■ **Exercise objective**: Please write out every line of the material exactly.

■ **Data for this exercise**:
"""

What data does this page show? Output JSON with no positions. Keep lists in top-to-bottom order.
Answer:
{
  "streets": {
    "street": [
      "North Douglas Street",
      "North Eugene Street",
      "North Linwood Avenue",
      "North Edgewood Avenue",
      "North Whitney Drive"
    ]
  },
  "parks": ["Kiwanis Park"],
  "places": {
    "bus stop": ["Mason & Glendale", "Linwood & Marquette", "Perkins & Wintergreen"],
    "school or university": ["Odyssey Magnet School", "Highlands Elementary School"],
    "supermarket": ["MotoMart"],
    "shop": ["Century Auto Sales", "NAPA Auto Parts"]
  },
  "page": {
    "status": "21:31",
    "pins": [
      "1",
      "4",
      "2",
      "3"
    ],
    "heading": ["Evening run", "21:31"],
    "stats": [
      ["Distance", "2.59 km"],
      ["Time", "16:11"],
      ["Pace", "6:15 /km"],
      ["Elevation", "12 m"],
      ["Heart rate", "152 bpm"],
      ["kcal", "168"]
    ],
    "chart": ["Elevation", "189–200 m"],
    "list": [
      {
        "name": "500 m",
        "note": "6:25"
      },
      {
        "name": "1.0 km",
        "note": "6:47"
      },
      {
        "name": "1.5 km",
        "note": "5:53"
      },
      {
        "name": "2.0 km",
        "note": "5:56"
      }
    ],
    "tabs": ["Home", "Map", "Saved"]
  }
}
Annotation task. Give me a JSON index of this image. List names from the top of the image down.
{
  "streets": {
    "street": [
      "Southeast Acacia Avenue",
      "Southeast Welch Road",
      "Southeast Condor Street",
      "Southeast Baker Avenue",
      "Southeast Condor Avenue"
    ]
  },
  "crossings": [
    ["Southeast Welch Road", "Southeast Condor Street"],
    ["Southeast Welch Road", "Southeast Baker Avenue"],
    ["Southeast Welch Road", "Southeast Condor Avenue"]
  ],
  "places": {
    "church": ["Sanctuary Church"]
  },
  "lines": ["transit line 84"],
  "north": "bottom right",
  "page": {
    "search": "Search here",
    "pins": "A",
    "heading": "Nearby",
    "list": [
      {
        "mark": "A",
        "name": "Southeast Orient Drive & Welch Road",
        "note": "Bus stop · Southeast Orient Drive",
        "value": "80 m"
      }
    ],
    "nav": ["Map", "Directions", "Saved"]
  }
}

"""

■ **Output of the task**:
What data does this page show? Output JSON with no positions. Keep lists in top-to-bottom order.
Answer:
{
  "streets": {
    "street": [
      "North Douglas Street",
      "North Eugene Street",
      "North Linwood Avenue",
      "North Edgewood Avenue",
      "North Whitney Drive"
    ]
  },
  "parks": ["Kiwanis Park"],
  "places": {
    "bus stop": ["Mason & Glendale", "Linwood & Marquette", "Perkins & Wintergreen"],
    "school or university": ["Odyssey Magnet School", "Highlands Elementary School"],
    "supermarket": ["MotoMart"],
    "shop": ["Century Auto Sales", "NAPA Auto Parts"]
  },
  "page": {
    "status": "21:31",
    "pins": [
      "1",
      "4",
      "2",
      "3"
    ],
    "heading": ["Evening run", "21:31"],
    "stats": [
      ["Distance", "2.59 km"],
      ["Time", "16:11"],
      ["Pace", "6:15 /km"],
      ["Elevation", "12 m"],
      ["Heart rate", "152 bpm"],
      ["kcal", "168"]
    ],
    "chart": ["Elevation", "189–200 m"],
    "list": [
      {
        "name": "500 m",
        "note": "6:25"
      },
      {
        "name": "1.0 km",
        "note": "6:47"
      },
      {
        "name": "1.5 km",
        "note": "5:53"
      },
      {
        "name": "2.0 km",
        "note": "5:56"
      }
    ],
    "tabs": ["Home", "Map", "Saved"]
  }
}
Annotation task. Give me a JSON index of this image. List names from the top of the image down.
{
  "streets": {
    "street": [
      "Southeast Acacia Avenue",
      "Southeast Welch Road",
      "Southeast Condor Street",
      "Southeast Baker Avenue",
      "Southeast Condor Avenue"
    ]
  },
  "crossings": [
    ["Southeast Welch Road", "Southeast Condor Street"],
    ["Southeast Welch Road", "Southeast Baker Avenue"],
    ["Southeast Welch Road", "Southeast Condor Avenue"]
  ],
  "places": {
    "church": ["Sanctuary Church"]
  },
  "lines": ["transit line 84"],
  "north": "bottom right",
  "page": {
    "search": "Search here",
    "pins": "A",
    "heading": "Nearby",
    "list": [
      {
        "mark": "A",
        "name": "Southeast Orient Drive & Welch Road",
        "note": "Bus stop · Southeast Orient Drive",
        "value": "80 m"
      }
    ],
    "nav": ["Map", "Directions", "Saved"]
  }
}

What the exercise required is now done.